I somehow stumbled into a blog debate of Vista DRM today which led me to A Cost Analysis of Windows Vista Content Protection, a lengthy but extremely interesting look into the world of Vista’s content protection measures. The author, security researcher Peter Gutmann, sums up the document as follows:
The Vista Content Protection specification could very well constitute the longest suicide note in history.
Thought you were going to watch your 1920×1080 HD-DVD or Blu-ray movies with your new pair of HDCP-ready Radeon X1900 XT or 7800GTX cards? Thanks to the nearly impossible to meet requirements for playing premium content on a PC, neither of these cards, nor any graphics chip currently for sale, is capable of playing protected HD content at HD quality.

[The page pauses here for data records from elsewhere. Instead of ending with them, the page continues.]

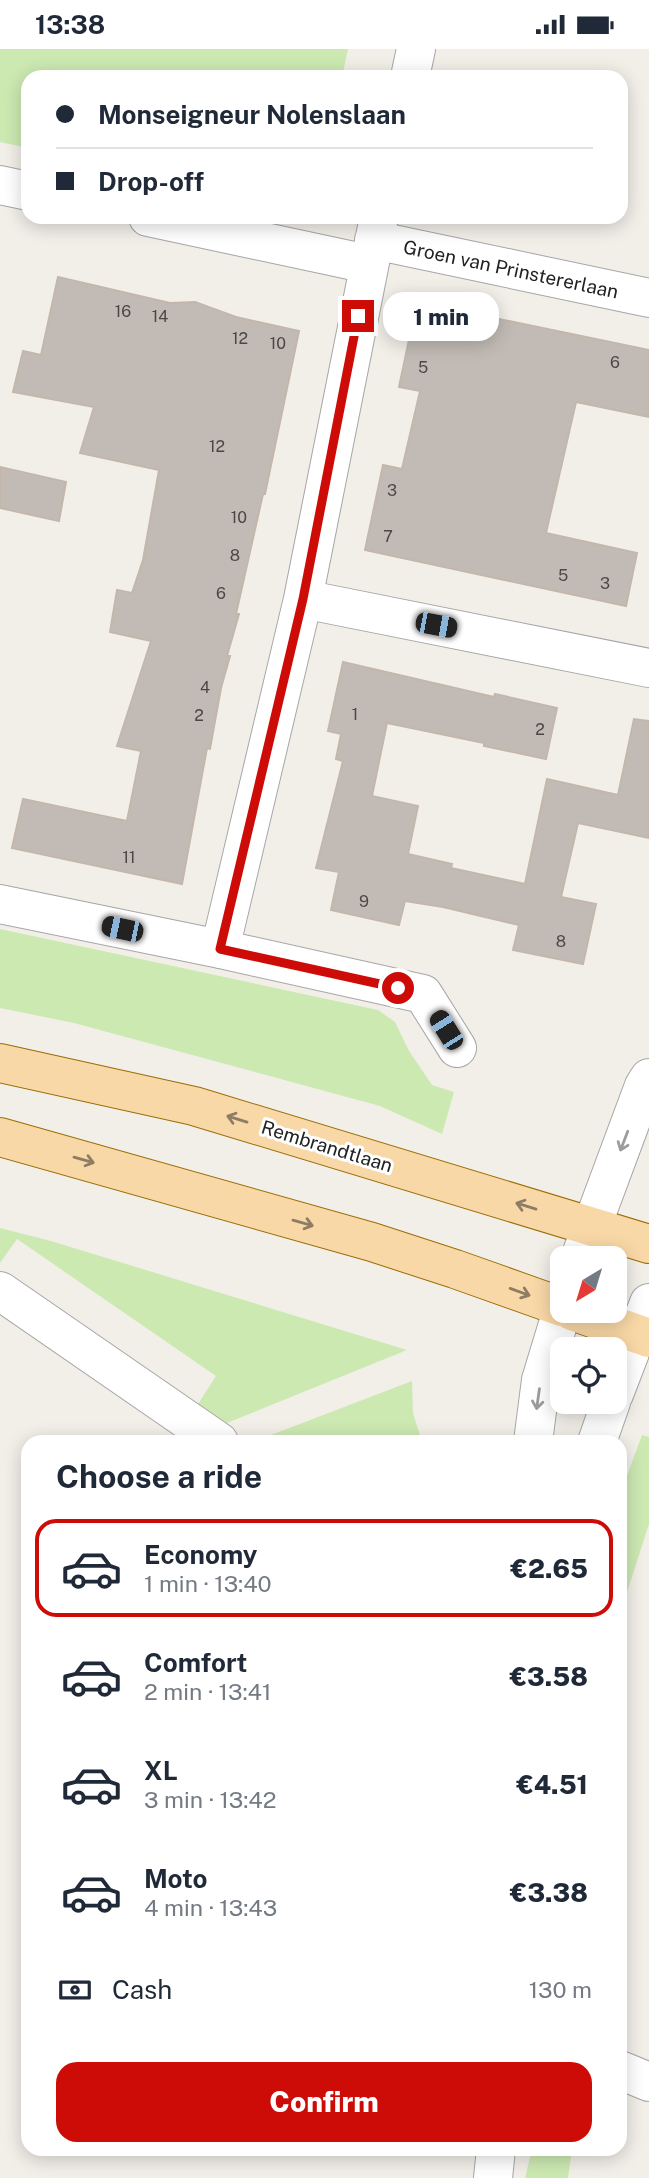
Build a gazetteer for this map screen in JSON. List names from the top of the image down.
{
  "streets": {
    "main road": ["Rembrandtlaan"],
    "street": ["Groen van Prinstererlaan"]
  },
  "house_numbers": [
    "16",
    "14",
    "12",
    "10",
    "6",
    "5",
    "12",
    "3",
    "10",
    "7",
    "8",
    "5",
    "3",
    "6",
    "4",
    "1",
    "2",
    "2",
    "11",
    "9",
    "8"
  ],
  "north": "bottom left",
  "page": {
    "status": "13:38",
    "banner": ["Monseigneur Nolenslaan", "Drop-off"],
    "bubble": "1 min",
    "heading": "Choose a ride",
    "list": [
      {
        "name": "Economy",
        "note": "1 min · 13:40",
        "value": "€2.65"
      },
      {
        "name": "Comfort",
        "note": "2 min · 13:41",
        "value": "€3.58"
      },
      {
        "name": "XL",
        "note": "3 min · 13:42",
        "value": "€4.51"
      },
      {
        "name": "Moto",
        "note": "4 min · 13:43",
        "value": "€3.38"
      }
    ],
    "pay": ["Cash", "130 m"],
    "buttons": "Confirm"
  }
}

If a 42-page paper is a bit too much for you, try the 4-part podcast of the paper read aloud:
Part 1, Part 2, Part 3, Part 4
Microsoft’s Windows Vista team responded in January to the original article with an entry on their blog: Windows Vista Content Protection - Twenty Questions (and Answers). A little balance is necessary considering the original article makes it appear as though content protection will make Vista PCs nearly unusable in the near future when very little of the architecture it talks about is active except when you’re playing true protected HD content, and is only applicable to that data stream.